=== Begin Enclosure ===
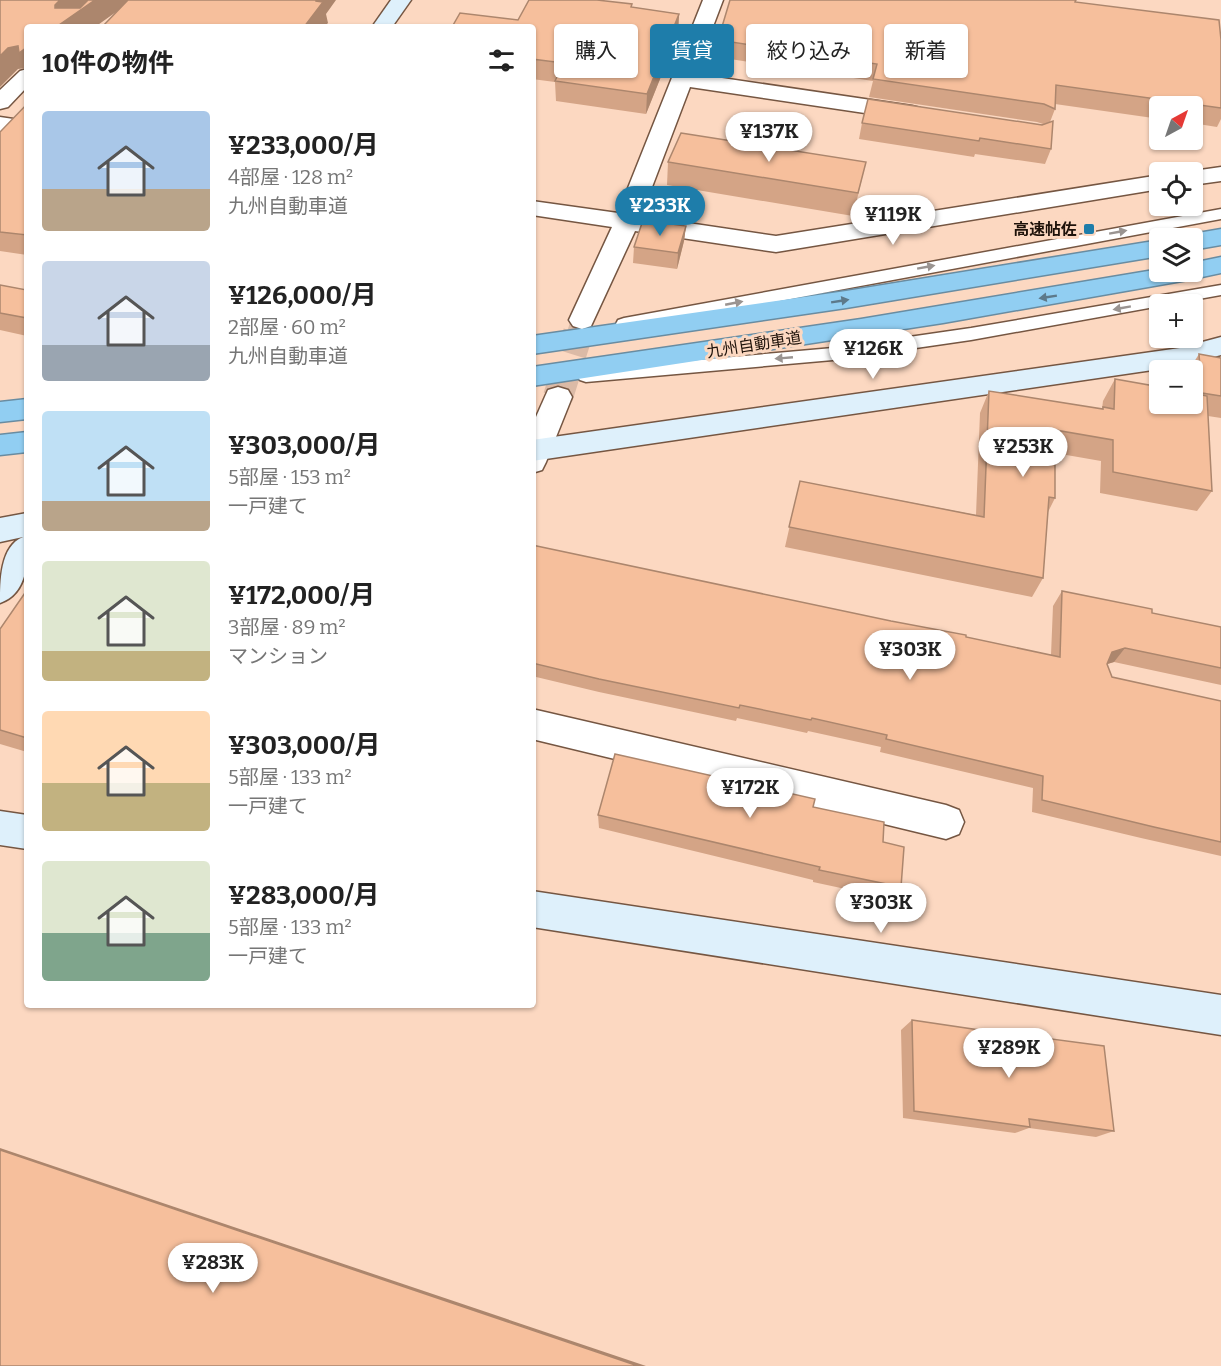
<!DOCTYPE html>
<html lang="ja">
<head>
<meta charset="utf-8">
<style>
	body { margin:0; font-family:Bitter,"Noto Sans JP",serif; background:#f6f6f6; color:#222; height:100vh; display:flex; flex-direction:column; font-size:22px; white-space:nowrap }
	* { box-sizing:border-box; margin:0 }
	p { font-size:20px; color:#767676 }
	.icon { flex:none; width:33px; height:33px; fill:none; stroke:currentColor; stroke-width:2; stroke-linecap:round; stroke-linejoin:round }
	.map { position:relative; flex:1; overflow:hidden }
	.panel { position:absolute; left:24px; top:24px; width:512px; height:984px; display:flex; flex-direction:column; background:#fff; border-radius:6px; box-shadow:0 2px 4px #0004 }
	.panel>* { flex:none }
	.hud { position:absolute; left:554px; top:24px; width:570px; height:54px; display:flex; gap:12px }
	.needle { width:39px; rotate:40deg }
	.controls { position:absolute; left:1149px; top:96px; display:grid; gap:12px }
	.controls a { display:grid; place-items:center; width:54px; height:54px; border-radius:6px; background:#fff; box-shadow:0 2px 4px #0004; font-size:30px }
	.price { position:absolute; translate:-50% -51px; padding:0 14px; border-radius:21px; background:#fff; color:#222; font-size:20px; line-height:39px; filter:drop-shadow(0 2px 3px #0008) }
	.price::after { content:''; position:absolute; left:50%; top:36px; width:18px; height:14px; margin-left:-9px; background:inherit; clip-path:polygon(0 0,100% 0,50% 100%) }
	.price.on { background:#1e7daa; color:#fff }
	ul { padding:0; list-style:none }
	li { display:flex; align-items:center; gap:18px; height:150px; padding:0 18px }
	li span { display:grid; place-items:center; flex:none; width:168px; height:120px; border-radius:6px; color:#555 }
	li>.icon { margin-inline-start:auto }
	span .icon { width:72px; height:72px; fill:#fffc; stroke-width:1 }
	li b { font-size:26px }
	h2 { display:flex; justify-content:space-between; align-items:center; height:72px; padding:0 18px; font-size:26px }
	.chip { padding:0 21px; border-radius:6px; background:#fff; box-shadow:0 2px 4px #0004; font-size:21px; line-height:54px }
	.chip.on { background:#1e7daa; color:#fff }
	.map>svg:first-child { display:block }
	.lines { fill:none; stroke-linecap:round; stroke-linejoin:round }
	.street-tunnel-far1 { stroke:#dbbaa6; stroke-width:22; stroke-dasharray:22 11; stroke-linecap:butt }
	.street-tunnel { stroke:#dbbaa6; stroke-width:30; stroke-dasharray:30 15; stroke-linecap:butt }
	.lane-casing { stroke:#755642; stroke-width:3 }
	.street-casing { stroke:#755642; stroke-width:3 }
	.secondary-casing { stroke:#755642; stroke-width:3 }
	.highway-casing { stroke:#698ca1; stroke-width:3 }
	.lane { fill:#fff; fill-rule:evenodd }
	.street { fill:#fff; fill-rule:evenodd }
	.secondary { fill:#def0fb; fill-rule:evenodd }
	.highway { fill:#91cef2; fill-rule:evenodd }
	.wall { fill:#d4a486 }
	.shaded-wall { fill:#ac866d }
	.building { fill:#f6bf9c; stroke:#ac866d; stroke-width:1.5 }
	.oneway { fill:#9a9491 }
	.oneway2 { fill:#5d798a }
	.poi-dot { fill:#1e7daa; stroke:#fcd8c1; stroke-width:2 }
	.labels { text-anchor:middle; stroke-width:6; stroke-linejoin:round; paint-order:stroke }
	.far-poi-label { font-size:16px; font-weight:bold; fill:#1e120a; stroke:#fcd8c1; text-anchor:end }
	.far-street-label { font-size:16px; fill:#1e120a; stroke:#fcd8c1 }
</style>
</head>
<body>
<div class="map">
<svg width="1221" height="1366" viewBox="0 0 1221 1366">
	<rect width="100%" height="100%" fill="#fcd8c1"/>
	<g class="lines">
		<path class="street-tunnel-far1" d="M578 334 582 320"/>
		<path class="street-tunnel" d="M558 397 578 333"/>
		<g class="lane-casing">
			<g id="lane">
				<path d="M1221 209V219L624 330 618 328 616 324 618 320 624 318Z"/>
				<path d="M1221 285V295L971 340 833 360 586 382 580 380 577 376 580 372 586 370 833 348 971 328Z"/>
			</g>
		</g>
		<g class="street-casing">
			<g id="street">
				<path d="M703 0H723L695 74 912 106 920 108 923 113 920 118 912 120 690 87 641 216 776 236 1160 175V189L776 252 635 231 591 326 582 329 573 326 569 320 612 227 532 215V201L618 213Z"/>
				<path d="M27 69V87L8 107 0 109V90L20 71Z"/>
				<path d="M0 117 27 121V135L0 131Z"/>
				<path d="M1221 167V181L1192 185V172H1186Z"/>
				<path d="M558 387 568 390 572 397 546 462 542 470 532 473V426L548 390Z"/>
				<path d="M532 709 946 805 959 810 964 822 959 834 946 839 532 739Z"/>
			</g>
		</g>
		<g class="secondary-casing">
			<g id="secondary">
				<path d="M391 0H411L392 27H372Z"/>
				<path d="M1221 337V355L1180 366 532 461V440L1180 348Z"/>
				<path d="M27 513C27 543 35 591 0 603 0 582 0 546 23 537L0 542V518Z"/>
				<path d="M0 811 27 815V849L0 845Z"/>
				<path d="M532 891 1221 995V1035L532 927Z"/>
			</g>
		</g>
		<g class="highway-casing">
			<g id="highway">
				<path d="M1221 229V245L1192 250V238H1182L1192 234Z"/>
				<path d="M1160 240V256L846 308 532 354V336L846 291Z"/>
				<path d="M1221 257V273L1188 280 943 323 532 386V367L861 319 1160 269V272H1192V263Z"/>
				<path d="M27 399V419L0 422V402Z"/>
				<path d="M27 432V452L0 455V435Z"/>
			</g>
		</g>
		<use href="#lane" class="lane"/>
		<use href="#street" class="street"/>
		<use href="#secondary" class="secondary"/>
		<use href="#highway" class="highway"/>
	</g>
	<g class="wall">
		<path d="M1075 2 1221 40V119L1217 127 1192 123V106H1160V119L1055 104V109L1050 122 1051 149 1045 164 975 154 974 157 859 139 862 123 1043 124 1037 122 869 97 873 81 717 57 718 40Z"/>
		<path d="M632 4V7L679 14 678 34 646 114 556 101 555 82 532 79V27L518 20Z"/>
		<path d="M27 104V255L0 251V132Z"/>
		<path d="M668 162H866L853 216 667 185Z"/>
		<path d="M686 226 684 241 677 269 633 263 634 247Z"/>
		<path d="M0 285 27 290V336L0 330Z"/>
		<path d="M1199 354 1221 358V418L1208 416 1212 491 1197 511 1100 493 1101 461 1055 453V498L1048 512 1043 578 1032 597 785 547 800 481 976 515 980 413 989 391 1102 409 1103 401 1115 379 1192 404V370H1189Z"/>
		<path d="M532 545 1051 655 1053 606 1062 591 1152 613 1221 627V685L1114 662 1107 664 1112 677 1221 701V856L1141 838 1032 812 1033 788 880 752 881 747 808 731 807 733 737 718 736 721 599 692 532 676Z"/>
		<path d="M27 590V752L0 744V629Z"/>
		<path d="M813 807 883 842 901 887 892 899 813 882V880L599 828 598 815Z"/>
		<path d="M912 1020 987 1038 1042 1045 1052 1039 1114 1131 1096 1137 1029 1128 1015 1133 903 1118 901 1030Z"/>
	</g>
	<g class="shaded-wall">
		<path d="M60 0H130V2L95 27H56L55 5Z"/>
		<path d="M316 0H336L326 14 328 23 324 27H304Z"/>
		<path d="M679 14 678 34 646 114 647 94Z"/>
		<path d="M18 46 27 47V69L26 68 18 69 0 87V56L8 48Z"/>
		<path d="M686 226 684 241 677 269 678 253Z"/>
		<path d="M1125 648 1114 662 1101 666 1112 652Z"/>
		<path d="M0 1148 646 1366H638L0 1150Z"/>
	</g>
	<g class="building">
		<path d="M0 0H60L55 5V8H80L88 0H95L56 27H27V47L19 53 18 46 8 48 0 56Z"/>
		<path d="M128 0H316V1L323 2 304 27H102Z"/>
		<path d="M529 0H597L632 4 631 7 679 14 647 94 555 81 564 63 532 59V27H452L460 13 518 20Z"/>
		<path d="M730 0H1076L1075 2 1219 20 1221 40V108L1056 85 1055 109 1044 104 873 79 877 64 718 40Z"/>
		<path d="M868 99 1042 125 1053 121 1051 149 980 138 979 141 862 123Z"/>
		<path d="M27 104V235L0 232V132Z"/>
		<path d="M681 133 866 162 858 193 668 162Z"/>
		<path d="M643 220 686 226 678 253 634 247Z"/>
		<path d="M0 285 27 290V318L0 313Z"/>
		<path d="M1199 354 1221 358V396L1202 393Z"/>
		<path d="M1115 379 1160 387V404H1192V393L1207 396 1212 491 1113 472V440L1055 430V498L1049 497 1043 578 789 527 800 481 984 517 989 391 1103 409V407L1114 409Z"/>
		<path d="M532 545 891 621 966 635V637L1060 657 1062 591 1152 609V613L1221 627V668L1125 648 1112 652 1107 664 1112 677 1221 701V842L1154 827 1042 800 1043 776 886 739 887 735 812 718 811 720 740 705 739 708 599 679 532 663Z"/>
		<path d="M27 590V738L0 730V629Z"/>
		<path d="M615 754 815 799 813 807 884 822 883 842 904 847 901 887 819 870 820 867 598 815Z"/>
		<path d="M912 1020 986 1031 987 1038 1053 1047 1052 1039 1104 1046 1114 1131 1029 1119 1030 1127 914 1111Z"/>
		<path d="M0 1150 638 1366H0Z"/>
	</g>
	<defs><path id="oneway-solid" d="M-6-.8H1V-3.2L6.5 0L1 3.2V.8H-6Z" transform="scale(1.5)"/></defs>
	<g class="oneway">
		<use href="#oneway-solid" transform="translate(1118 232) rotate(-10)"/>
		<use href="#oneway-solid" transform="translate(926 267) rotate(-10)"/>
		<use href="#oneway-solid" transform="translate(734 303) rotate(-11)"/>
		<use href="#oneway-solid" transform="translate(1122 308) rotate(170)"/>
		<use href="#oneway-solid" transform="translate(784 358) rotate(175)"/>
	</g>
	<g class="oneway2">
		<use href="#oneway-solid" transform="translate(1048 297) rotate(171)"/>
		<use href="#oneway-solid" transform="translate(840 301) rotate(-9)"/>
	</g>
	<rect class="poi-dot" x="1083" y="223" width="12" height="12" rx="3"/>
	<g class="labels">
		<g class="far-poi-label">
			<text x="1077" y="235">高速帖佐</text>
		</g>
		<g class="far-street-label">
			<text transform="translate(754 344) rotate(-9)" y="6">九州自動車道</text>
		</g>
	</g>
</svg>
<div class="controls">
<a><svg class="needle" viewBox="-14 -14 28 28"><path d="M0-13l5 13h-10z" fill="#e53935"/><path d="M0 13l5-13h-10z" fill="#767676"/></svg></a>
<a><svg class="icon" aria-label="locate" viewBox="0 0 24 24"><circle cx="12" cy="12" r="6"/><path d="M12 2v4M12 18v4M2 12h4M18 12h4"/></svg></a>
<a><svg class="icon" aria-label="layers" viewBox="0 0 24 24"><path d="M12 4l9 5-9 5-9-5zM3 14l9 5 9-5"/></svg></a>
<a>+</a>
<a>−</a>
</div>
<b class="price" style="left:769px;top:163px">¥137K</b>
<b class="price on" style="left:660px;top:237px">¥233K</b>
<b class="price" style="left:893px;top:246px">¥119K</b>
<b class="price" style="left:873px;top:380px">¥126K</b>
<b class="price" style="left:1023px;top:478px">¥253K</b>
<b class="price" style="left:910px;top:681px">¥303K</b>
<b class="price" style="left:750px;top:819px">¥172K</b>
<b class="price" style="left:881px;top:934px">¥303K</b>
<b class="price" style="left:1009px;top:1079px">¥289K</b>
<b class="price" style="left:213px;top:1294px">¥283K</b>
<div class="hud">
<a class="chip">購入</a>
<a class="chip on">賃貸</a>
<a class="chip">絞り込み</a>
<a class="chip">新着</a>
</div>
<section class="panel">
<h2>10件の物件<svg class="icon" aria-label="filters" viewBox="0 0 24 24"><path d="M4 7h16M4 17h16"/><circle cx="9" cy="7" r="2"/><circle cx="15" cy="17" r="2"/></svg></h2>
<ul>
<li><span style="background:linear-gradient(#a9c7e8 65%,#b9a48a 0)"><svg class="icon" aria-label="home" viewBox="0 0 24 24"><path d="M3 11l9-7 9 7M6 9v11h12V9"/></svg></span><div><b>¥233,000/月</b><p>4部屋 · 128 m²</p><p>九州自動車道</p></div></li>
<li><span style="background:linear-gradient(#c9d6e8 70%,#9aa5b1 0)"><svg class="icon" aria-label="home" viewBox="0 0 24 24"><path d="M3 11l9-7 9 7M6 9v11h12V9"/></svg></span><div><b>¥126,000/月</b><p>2部屋 · 60 m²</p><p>九州自動車道</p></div></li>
<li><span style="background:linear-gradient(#bfe0f5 75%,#b9a48a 0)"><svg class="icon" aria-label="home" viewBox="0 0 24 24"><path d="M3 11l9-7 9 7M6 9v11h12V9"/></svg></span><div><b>¥303,000/月</b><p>5部屋 · 153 m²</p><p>一戸建て</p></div></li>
<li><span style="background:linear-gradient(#dfe7d0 75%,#c2b280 0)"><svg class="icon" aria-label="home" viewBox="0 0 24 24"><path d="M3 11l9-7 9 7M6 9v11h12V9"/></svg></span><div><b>¥172,000/月</b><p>3部屋 · 89 m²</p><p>マンション</p></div></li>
<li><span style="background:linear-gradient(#ffd9b3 60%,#c2b280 0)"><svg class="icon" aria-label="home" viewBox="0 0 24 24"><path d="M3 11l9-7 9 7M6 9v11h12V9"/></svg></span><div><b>¥303,000/月</b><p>5部屋 · 133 m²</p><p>一戸建て</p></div></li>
<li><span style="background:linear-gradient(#dfe7d0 60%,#7fa58c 0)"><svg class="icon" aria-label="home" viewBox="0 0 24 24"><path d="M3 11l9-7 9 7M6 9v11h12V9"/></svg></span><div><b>¥283,000/月</b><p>5部屋 · 133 m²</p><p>一戸建て</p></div></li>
</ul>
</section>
</div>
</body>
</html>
=== End Enclosure ===
## TASK DIRECTIONS
Please say how many lines in the entries hold the string "controls". Give only the number.

## RESPONSE
3